Note: Ontario has postponed March break until the week of April 12, 2021.
Ontario will reopen all its elementary and secondary schools to in-person learning over the next two weeks even as concern grows about the emergence of more contagious variants of the COVID-19 virus.
Education Minister Stephen Lecce said on Wednesday that schools in all regions, except for Toronto, Peel and York, would resume in-class learning on Monday. Schools in those three remaining hard-hit areas would reopen on Feb. 16, he said.
Ontario is the only province that has kept many of its schools closed to in-person learning, and Mr. Lecce said his government was “cautiously” and “gradually” reopening buildings. Students in 18 out of 35 public-health units in the province have returned to classrooms since the December holiday break, including those in Ottawa and London, who were back on Monday.
“I want to be clear: If things change, if trends move in the wrong direction, we will not hesitate to act, following the advice of the Chief Medical Officer of Health,” Mr. Lecce said at a news conference.
There are few more polarizing issues in the pandemic than keeping schools open. There is no conclusive evidence regarding transmission in schools, and public-health officials are unsure how the arrival of new variants will affect schools.
Mr. Lecce said his government introduced new measures so students can return to the classroom. Among them, students in Grades 1 to 3 will be required to wear masks, not just those in Grades 4 and up. Several boards, including Toronto and Halton, had already mandated masks for all students in the fall.
He also said the government enhanced screening guidelines for entry into school buildings, which several boards previously had in place. Further, Mr. Lecce said there would be an expansion of testing for students and staff that would be directed by local public-health units.
Sam Hammond, president of the Elementary Teachers’ Federation of Ontario, said that while the measures will help, they are “not sufficient,” especially with the new variants spreading in Ontario. “Schools still need smaller classes, mandatory masking for kindergarten and … portable air purification units in every classroom,” Mr. Hammond said.
Some doctors and families have put pressure on the government in recent weeks to reopen schools. The province’s largest pediatric hospitals recently said in an updated guidance document that delays in reopening schools are harmful to the social, developmental and academic achievement of children.

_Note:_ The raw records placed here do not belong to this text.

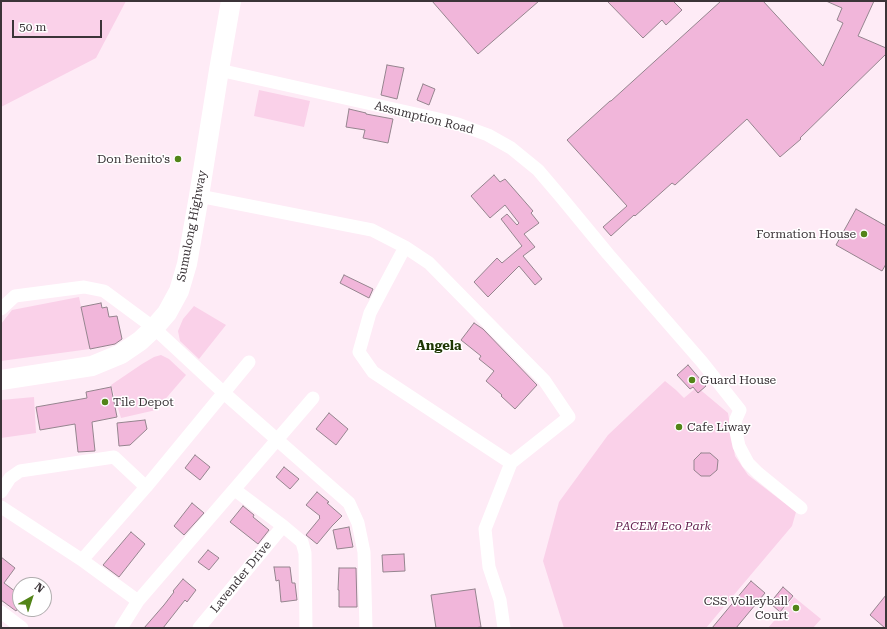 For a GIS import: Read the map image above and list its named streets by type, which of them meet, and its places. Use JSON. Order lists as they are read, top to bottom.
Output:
{
  "streets": {
    "main road": ["Sumulong Highway"],
    "street": ["Assumption Road", "Lavender Drive"]
  },
  "crossings": [
    ["Assumption Road", "Sumulong Highway"]
  ],
  "districts": ["Angela"],
  "parks": ["PACEM Eco Park"],
  "places": [
    "Don Benito's",
    "Formation House",
    "Guard House",
    "Tile Depot",
    "Cafe Liway",
    "CSS Volleyball Court"
  ],
  "scale_bar": "50 m",
  "north": "top right"
} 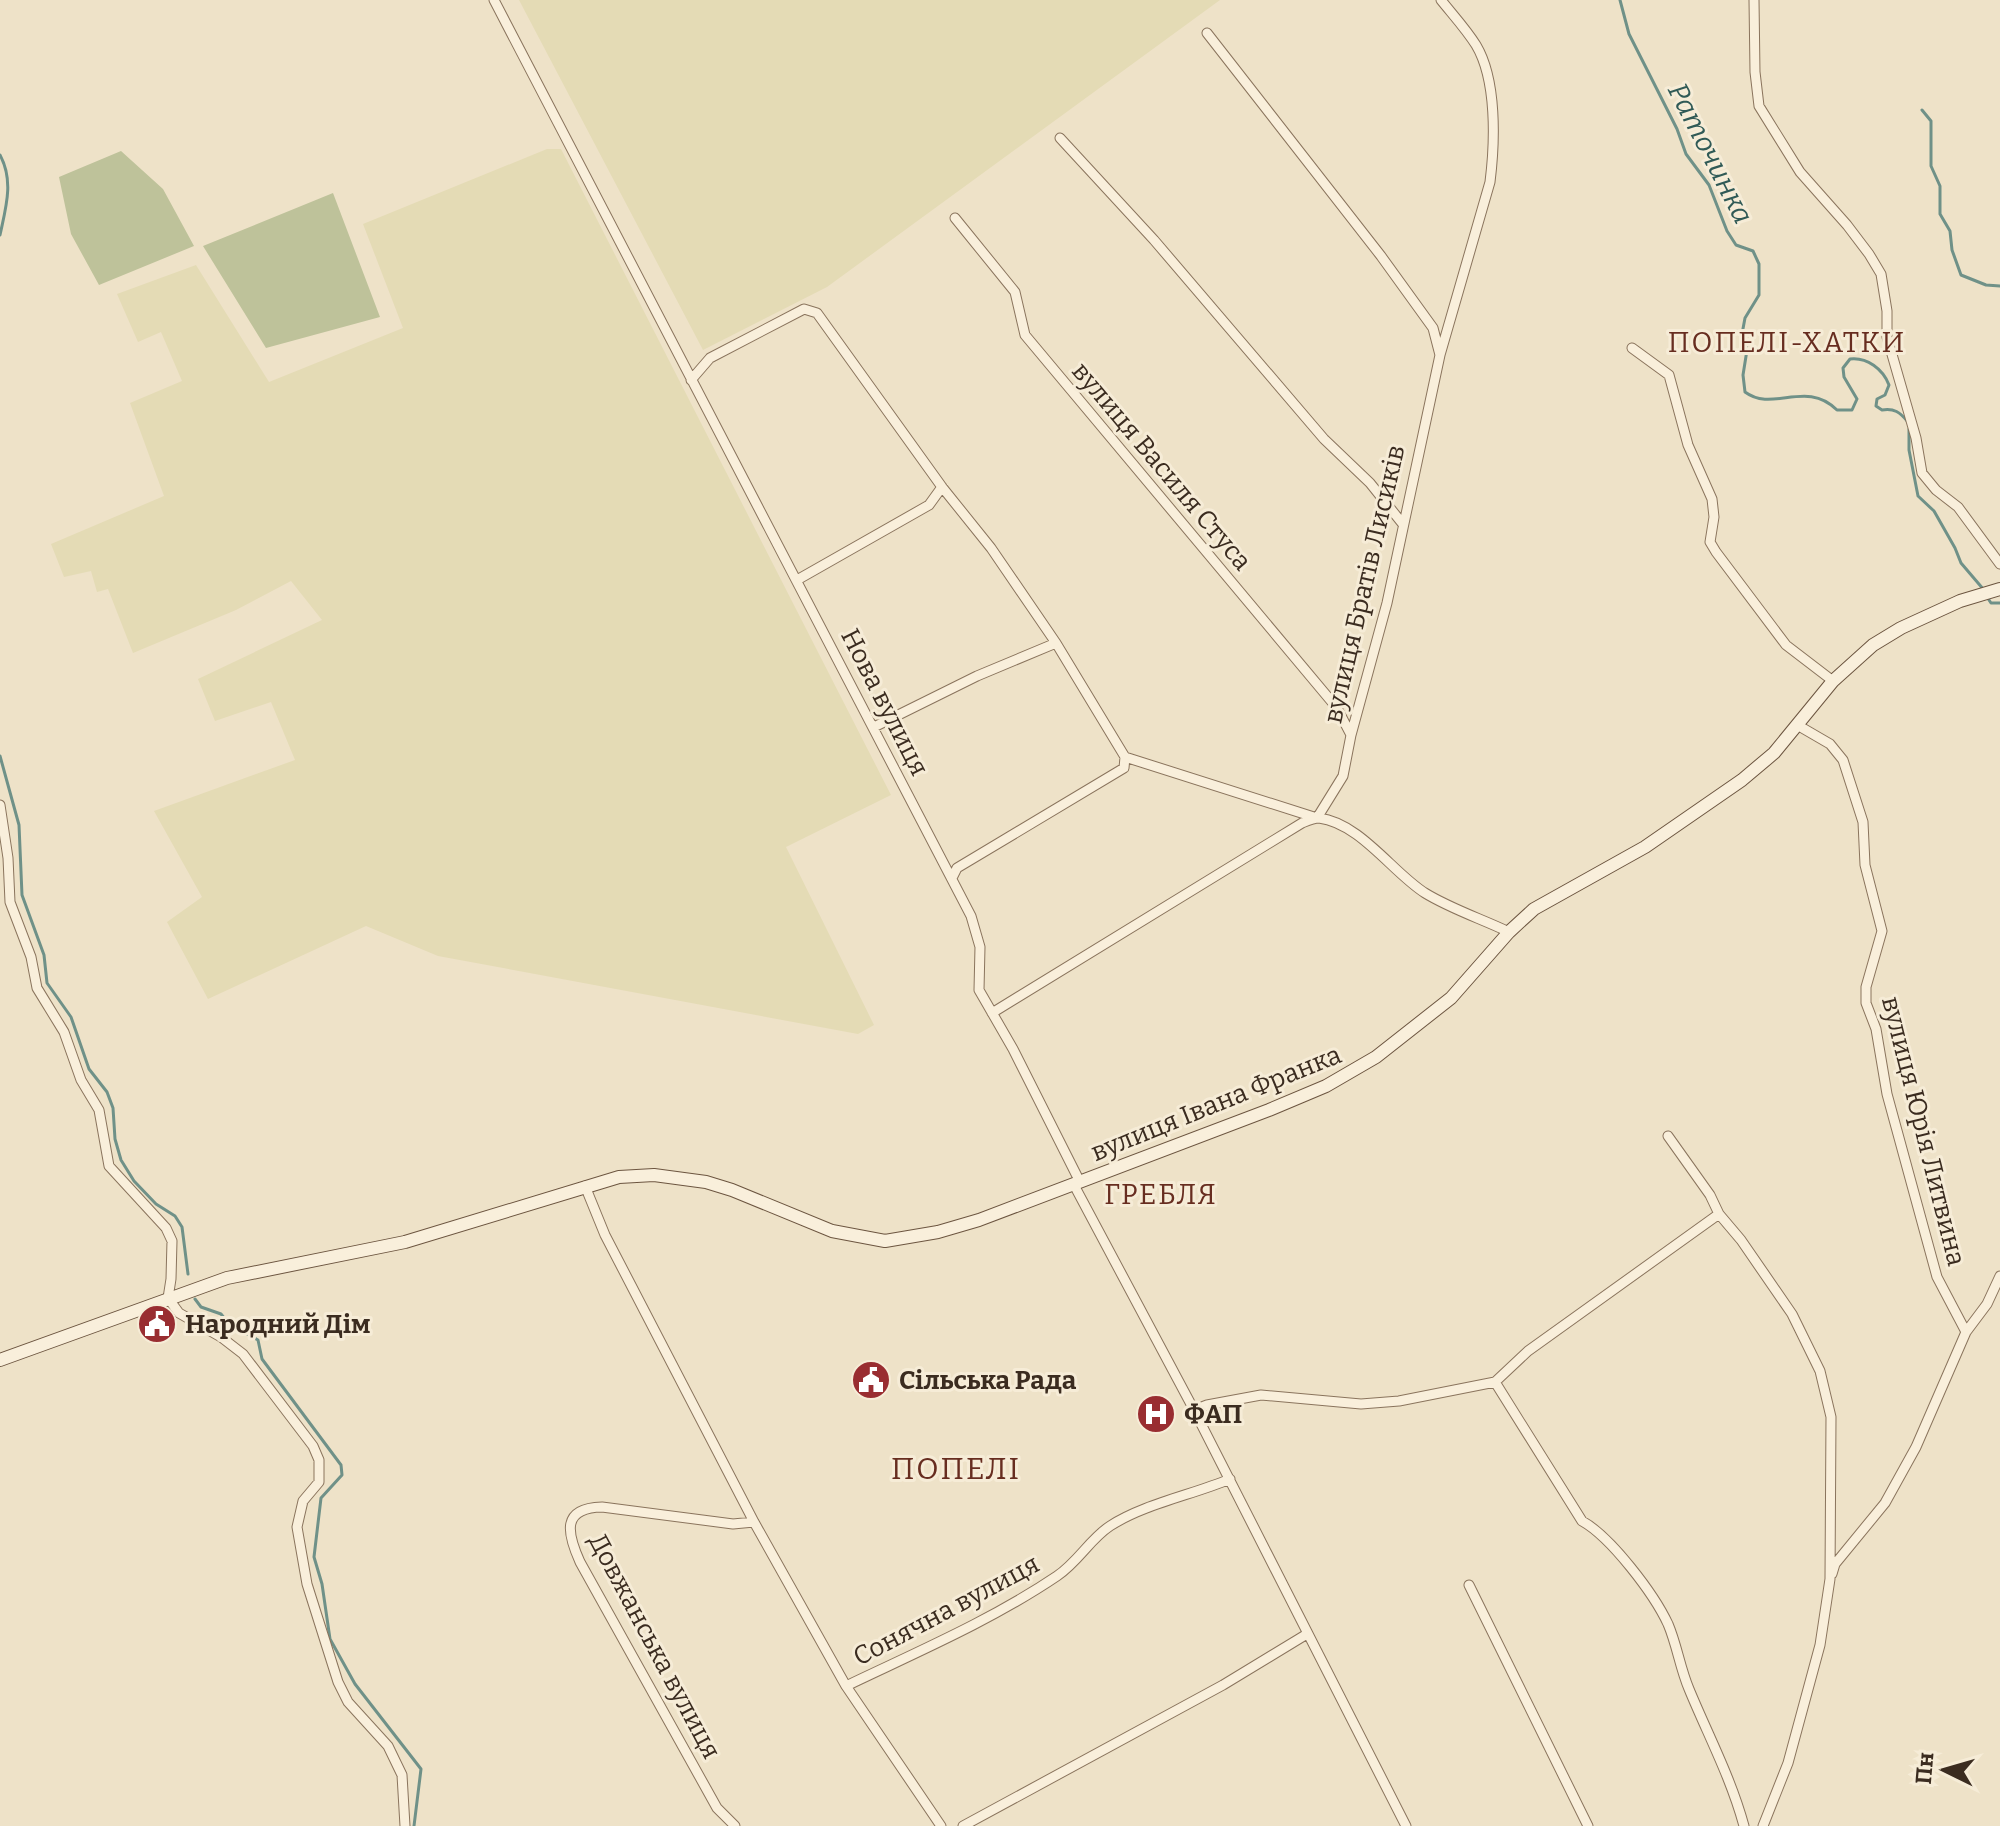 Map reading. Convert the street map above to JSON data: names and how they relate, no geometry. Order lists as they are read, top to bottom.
{
  "streets": {
    "main road": ["вулиця Івана Франка"],
    "street": [
      "вулиця Василя Стуса",
      "вулиця Братів Лисиків",
      "Нова вулиця",
      "вулиця Юрія Литвина",
      "Сонячна вулиця",
      "Довжанська вулиця"
    ]
  },
  "crossings": [
    ["вулиця Василя Стуса", "вулиця Братів Лисиків"],
    ["Нова вулиця", "вулиця Івана Франка"],
    ["вулиця Івана Франка", "вулиця Юрія Литвина"]
  ],
  "districts": ["ПОПЕЛІ-ХАТКИ", "ГРЕБЛЯ", "ПОПЕЛІ"],
  "water": ["Раточинка"],
  "places": {
    "public building": ["Народний Дім", "Сільська Рада"],
    "hospital": ["ФАП"]
  },
  "north": "left"
}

Lawrence Loh, Medical Officer of Health for the Region of Peel, west of Toronto, said his area is seeing levels of community transmission where the benefits of having children in school outweigh the risks, given the health and safety measures put in place. The province emphasized on Wednesday that public-health units would have the authority to close schools to in-person learning based on their local circumstances.

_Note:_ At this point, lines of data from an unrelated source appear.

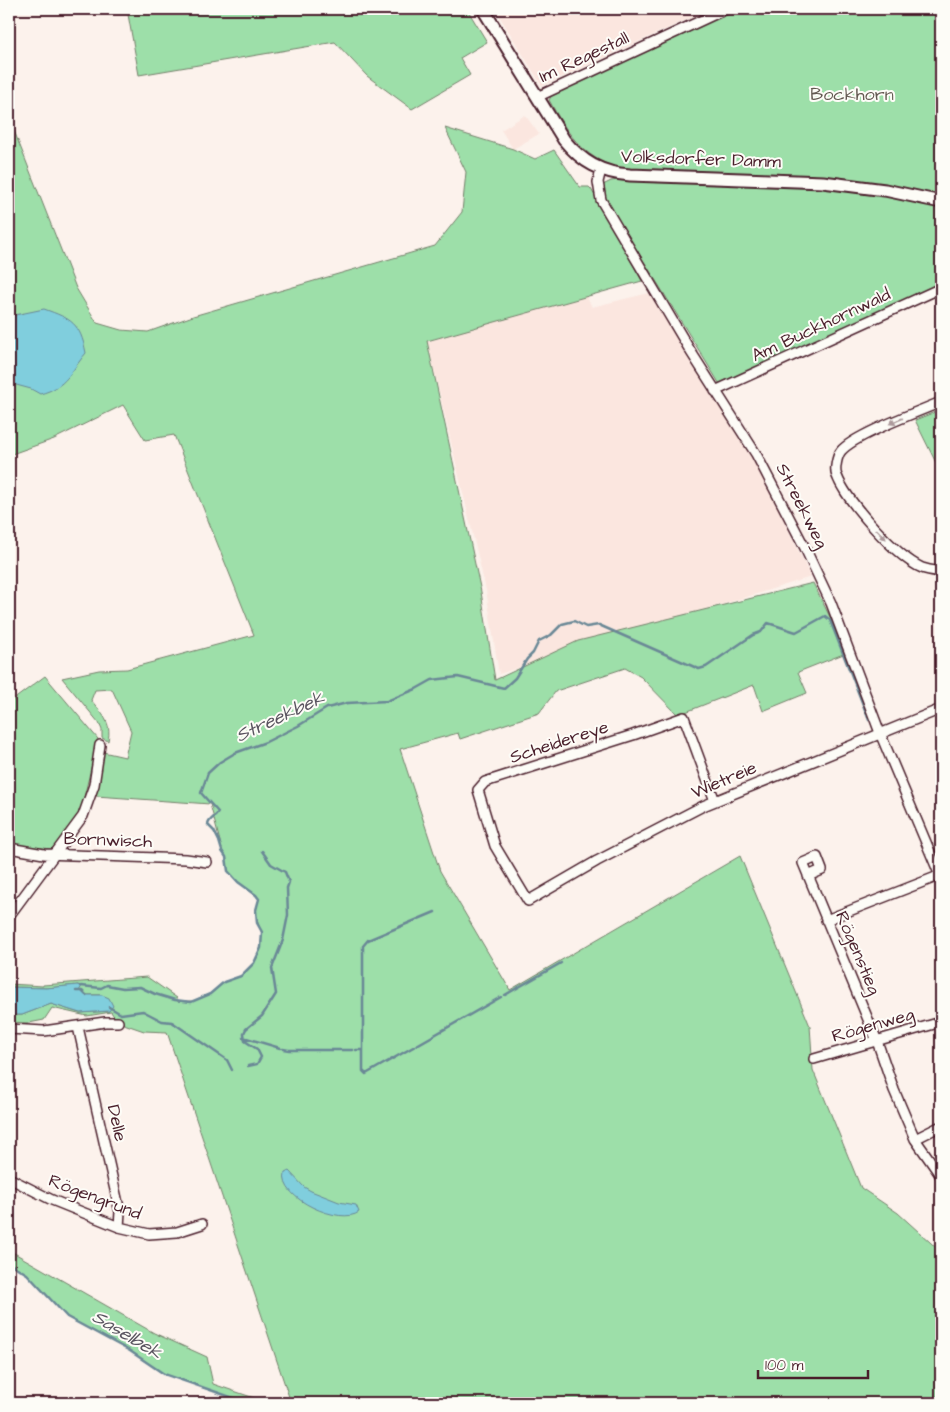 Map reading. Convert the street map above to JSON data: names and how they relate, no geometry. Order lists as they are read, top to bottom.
{
  "streets": {
    "main road": ["Volksdorfer Damm"],
    "street": [
      "Im Regestall",
      "Am Buckhornwald",
      "Streekweg",
      "Scheidereye",
      "Wietreie",
      "Bornwisch",
      "Rögenstieg",
      "Rögenweg",
      "Delle",
      "Rögengrund"
    ]
  },
  "crossings": [
    ["Im Regestall", "Volksdorfer Damm"],
    ["Volksdorfer Damm", "Streekweg"],
    ["Am Buckhornwald", "Streekweg"],
    ["Streekweg", "Wietreie"],
    ["Scheidereye", "Wietreie"],
    ["Rögenstieg", "Rögenweg"],
    ["Delle", "Rögengrund"]
  ],
  "water": ["Streekbek", "Saselbek"],
  "parks": ["Bockhorn"],
  "scale_bar": "100 m"
}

Janine McCready, an infectious-diseases physician at Toronto’s Michael Garron Hospital, said it is difficult to know what to expect with variants circulating in the community, but to keep schools open, it is important to strictly adhere to health and safety protocols.

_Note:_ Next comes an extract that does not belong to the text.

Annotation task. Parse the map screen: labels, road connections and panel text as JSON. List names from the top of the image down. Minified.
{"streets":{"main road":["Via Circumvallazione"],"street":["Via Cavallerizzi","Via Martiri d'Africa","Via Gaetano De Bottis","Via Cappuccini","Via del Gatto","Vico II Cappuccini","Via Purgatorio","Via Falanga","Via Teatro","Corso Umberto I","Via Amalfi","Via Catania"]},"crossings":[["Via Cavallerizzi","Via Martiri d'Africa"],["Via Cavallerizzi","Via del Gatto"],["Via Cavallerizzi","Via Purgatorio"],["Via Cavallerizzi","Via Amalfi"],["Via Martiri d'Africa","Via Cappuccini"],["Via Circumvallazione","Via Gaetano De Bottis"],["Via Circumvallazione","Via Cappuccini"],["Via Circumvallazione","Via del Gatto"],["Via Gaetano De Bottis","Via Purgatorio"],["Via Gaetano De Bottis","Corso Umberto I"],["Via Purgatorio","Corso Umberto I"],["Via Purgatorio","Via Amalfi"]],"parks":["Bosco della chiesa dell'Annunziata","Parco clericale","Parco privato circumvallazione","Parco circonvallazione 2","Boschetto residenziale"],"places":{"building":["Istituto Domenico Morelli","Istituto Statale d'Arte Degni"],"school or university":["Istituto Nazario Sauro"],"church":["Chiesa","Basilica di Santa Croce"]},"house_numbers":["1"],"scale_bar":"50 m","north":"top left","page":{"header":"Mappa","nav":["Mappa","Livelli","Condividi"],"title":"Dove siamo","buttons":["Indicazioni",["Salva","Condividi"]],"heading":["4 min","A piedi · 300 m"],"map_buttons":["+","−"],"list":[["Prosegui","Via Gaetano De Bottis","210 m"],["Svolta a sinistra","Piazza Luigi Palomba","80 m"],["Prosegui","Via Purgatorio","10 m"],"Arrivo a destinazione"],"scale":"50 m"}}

“If we open schools, that doesn’t mean that everything else is open,” Dr. McCready said. “We’re keeping other things closed to drive the rates down so that we can keep the schools open.”
Dr. McCready is spearheading a pilot program at Grenoble Public School in Toronto’s Flemingdon Park, a pocket of high-rises that is home to many new immigrants. Ten school staff members started the program on Wednesday where they are building expertise in infection control and protection practices to share with staff, families and students. “With COVID and what we’ve found in the hospitals and long-term care is that you can always do more,” Dr. McCready said.
Further, she and her team are looking to provide schools in the area with take-home testing kits to make testing easier for families when their children have symptoms. All families would need to do is administer a non-invasive test at home and drop off the swab at an assessment centre.
Mikki Hymus, the principal at Grenoble, said her school, which typically has roughly 1,000 students, now has only about 500 attending in-person. The rest have opted for online learning.
“When this opportunity came, we jumped on it because we want to do better. We want to see how we can improve and how we can assure our community and re-establish that trust,” she said.